I highly suspect this tumor is the result of stress. It was growing over muscles that are constantly tight whenever I am stressed.  And when am I not stressed?  When is any mom not stressed?  By nature of motherhood, something always requires attention.

Then add on special needs kids.  Therapies, diets, agencies, doctors all demand attention, but the children themselves are the priority.  And don’t forget the marriage.  The spouses try to squeeze in a few minutes of communication here and there!

I have had some people ask me when I get down time.  HAHAHA.  They usually figure out that there is no such thing for me.  Even if I am sitting, my thoughts don’t stop.  When I sleep, I often wake up, processing information because I can finally think without being interrupted.

Am I stressed?  Yep.  Some doctors have told me that I need to remove whatever causes stress.  Well, unless I can walk away from life, I don’t think I’ll remove it all.  This will be a work in progress.  Of course, I am much more aware of how stress can impede my health…

Home From Surgery

Surgery done.  Outpatient basis.  Am home.  Whew!

This all started about 6 weeks ago.  Yep, I noticed a lump, bump, or thing on my right shoulder blade.  It was on top of sore muscles–muscles that are always tight when I’m stressed.  (Connection? Hmm.  Would not be surprised.)  There was no pain, no redness, no itching.  Just this lump.

Surgery time! I was awake through the whole procedure.  After the local anesthetic took effect, I felt nothing but a lot of tugging and pulling.  The surgeon described what she was doing.  Not a bunch of detail, enough to keep my imagination in check. The incision is about 3 inches long, so this tumor was not small.  After all was done, I saw the tumor.  Gnarly thing.  A big clump of tissues banded together.

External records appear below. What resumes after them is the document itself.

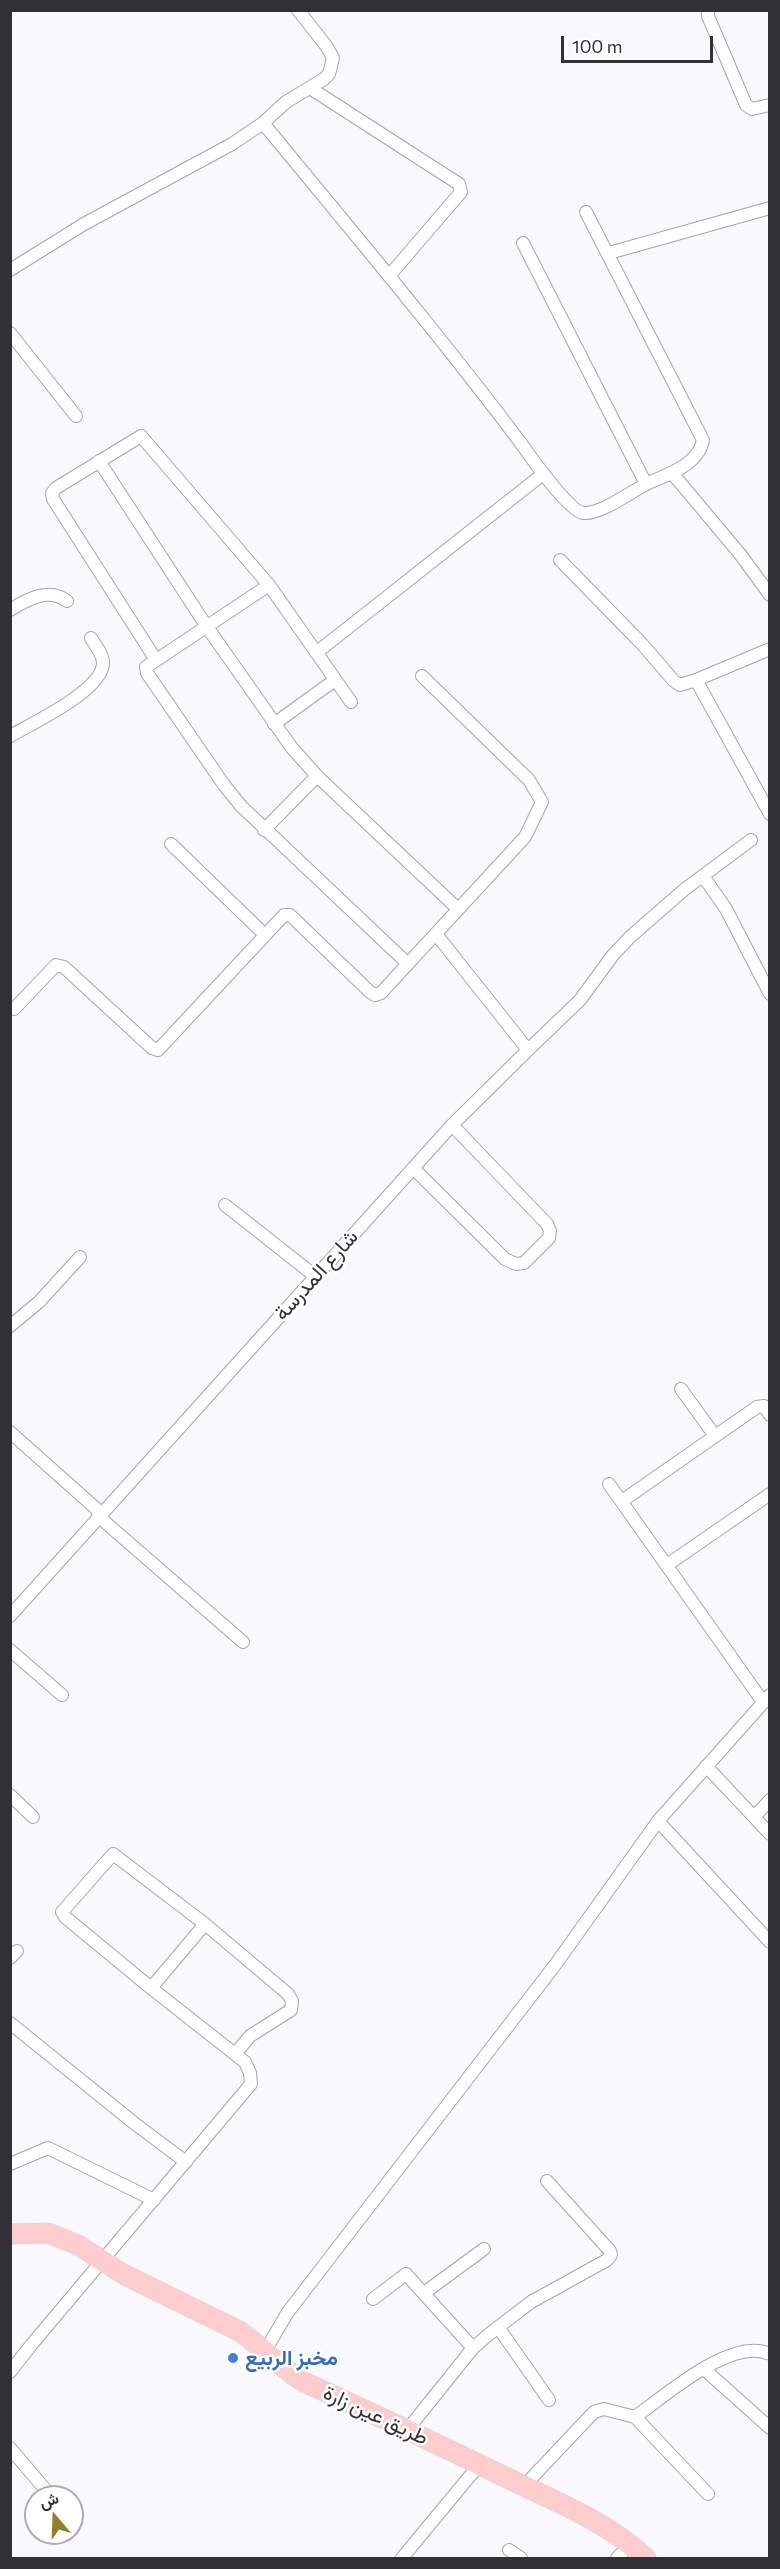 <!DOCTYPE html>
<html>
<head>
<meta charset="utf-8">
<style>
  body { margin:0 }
  #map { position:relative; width:780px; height:2569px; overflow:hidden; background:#faf8ff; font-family:Commissioner,Vazirmatn,sans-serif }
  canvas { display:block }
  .frame { position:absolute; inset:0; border:12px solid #313034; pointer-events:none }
  .north { position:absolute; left:24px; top:2485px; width:60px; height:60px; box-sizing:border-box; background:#fff; border:2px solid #adacae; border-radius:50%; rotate:341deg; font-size:16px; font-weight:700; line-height:24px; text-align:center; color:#313034 }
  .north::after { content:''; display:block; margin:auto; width:21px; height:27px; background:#918028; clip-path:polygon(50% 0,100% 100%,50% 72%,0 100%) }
  .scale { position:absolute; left:561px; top:36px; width:152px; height:27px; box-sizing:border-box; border:3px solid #313034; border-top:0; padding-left:8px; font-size:18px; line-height:21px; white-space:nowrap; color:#313034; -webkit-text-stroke:4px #fff; paint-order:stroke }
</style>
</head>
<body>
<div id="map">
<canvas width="780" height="2569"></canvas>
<div class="frame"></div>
<div class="north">ش</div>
<div class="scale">100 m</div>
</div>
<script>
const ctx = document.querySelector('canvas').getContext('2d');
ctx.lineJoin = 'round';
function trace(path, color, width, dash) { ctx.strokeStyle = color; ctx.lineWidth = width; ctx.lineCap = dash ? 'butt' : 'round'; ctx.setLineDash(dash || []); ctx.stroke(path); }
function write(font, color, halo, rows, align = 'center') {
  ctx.font = font + ' Commissioner,Vazirmatn,sans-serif'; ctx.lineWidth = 5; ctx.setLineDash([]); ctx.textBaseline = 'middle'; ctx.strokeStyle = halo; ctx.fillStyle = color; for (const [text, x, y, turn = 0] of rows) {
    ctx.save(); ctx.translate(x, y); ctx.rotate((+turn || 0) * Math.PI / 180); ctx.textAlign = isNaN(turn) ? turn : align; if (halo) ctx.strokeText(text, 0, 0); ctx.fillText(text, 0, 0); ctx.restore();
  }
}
const minor = new Path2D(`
  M708,10v6l38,89 6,4 18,-4
  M310,88l149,96 2,8 -72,84
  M263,123c87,106 175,210 257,319 9,13 49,69 63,71 19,2 52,-25 70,-32 19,-8 46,-18 50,-41l-117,-228
  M523,243l123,241
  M609,253l161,-45
  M10,270l74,-46 148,-80 31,-21 23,-21 38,-23 5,-5 4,-16 -6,-11 -29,-37
  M10,333l66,83
  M99,461l108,166 85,121 25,28 141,133
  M672,473l68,81 30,41
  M560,560l82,84 32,37 6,4 16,-5 74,-31
  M269,585l-123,82 1,6 77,112 17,21 166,157
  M10,610c18,-11 39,-23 57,-9
  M316,653l227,-179
  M156,660l-103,-161 -1,-6 4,-5 85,-52 128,149 82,117
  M696,680l74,134
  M274,724l61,-44
  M10,736c23,-13 93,-46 93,-73 0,-9 -8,-18 -12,-25
  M264,830l53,-54
  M171,844l93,90
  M703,876l23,33 44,85
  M14,1009l42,-44 8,2 88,81 6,2 126,-135h6l80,77 5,3 6,-2 144,-156 17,-35 -13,-22 -107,-104
  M528,1050l52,-50 33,-45 17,-18 55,-48 66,-49
  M413,1168l92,91 11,5 8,-1 25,-25 1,-7 -3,-7 -95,-99
  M225,1205l90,71
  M10,1326l29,-24 41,-45
  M681,1389l34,47
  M10,1432l91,81
  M609,1484l154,218
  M622,1501l135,-94 7,-1 6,9
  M98,1516l145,126
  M667,1565l103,-71
  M10,1616l442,-491 76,-75 -92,-116
  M10,1650l52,45
  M706,1766l64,68
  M10,1795l23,22
  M754,1817l16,-17
  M658,1821l112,121
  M205,1924l-54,64 -86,-71 -3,-5 51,-58 92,70 83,70 4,7 -1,9 -41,26 -15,18
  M10,1958l7,-7
  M10,2023l124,100 52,39
  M10,2164l38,-16 106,52
  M424,2293l60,-44
  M373,2299l33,-25 67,74
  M498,2327l51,73
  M265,2351l23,-39 267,-347 103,-144 112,-126
  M704,2369l66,59
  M10,2372l22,-28 219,-260 -1,-11 -5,-11 -94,-74
  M635,2417l73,77
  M408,2429l65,-81 15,-13 43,-33 76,-42 4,-5 -1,-4 -63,-70
  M10,2448l40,47
  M524,2486l70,-74 10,-3 31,8c30,-21 97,-81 135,-63
  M509,2550l12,8
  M402,2558l77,-93
  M617,2558l14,-14`);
const primary = new Path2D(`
  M10,2234l38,-1 30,12 45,29 116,57c23,15 41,37 65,51 66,30 131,61 195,92 51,25 106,46 147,84`);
const markers = [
  [233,2358,6,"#3f7fe0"]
];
const streetNames = [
  ["شارع المدرسة",316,1275,-48],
  ["طريق عين زارة",376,2415,25]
];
const shopNames = [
  ["مخبز الربيع",245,2358]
];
trace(minor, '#a6a3ae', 14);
trace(primary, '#d6d6d6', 21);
trace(minor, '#fff', 12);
trace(primary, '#fdcdce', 20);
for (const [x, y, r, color] of markers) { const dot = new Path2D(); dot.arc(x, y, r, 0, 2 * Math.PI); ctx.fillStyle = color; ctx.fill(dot); trace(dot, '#fff', 2); }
write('21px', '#313034', '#fff', streetNames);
write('bold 21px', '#366cbe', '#fff', shopNames, 'left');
</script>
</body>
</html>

This lovely collection of unwanted cells will be sent to the lab for testing.  The doc is fairly sure that it is benign, but I will wait for official results before closing this chapter.  I don’t want to think it’s all done, only to find out it’s not. 

I asked how long it had been growing.  The doc estimated 5 years.  She is not sure how it remained hidden, but it did.

It’s been a few hours now.  My right arm tingles.  Pins and needles kind of pain.  Think of the funny bone being hit just right; then the arm feels a tingling paralysis.  Muscles are tight throughout the neck and shoulder.  Other than that, I’m fine.

Just have to wait for those lab results. In the meantime, I get to sit and watch a movie marathon from my recliner.  Life is good!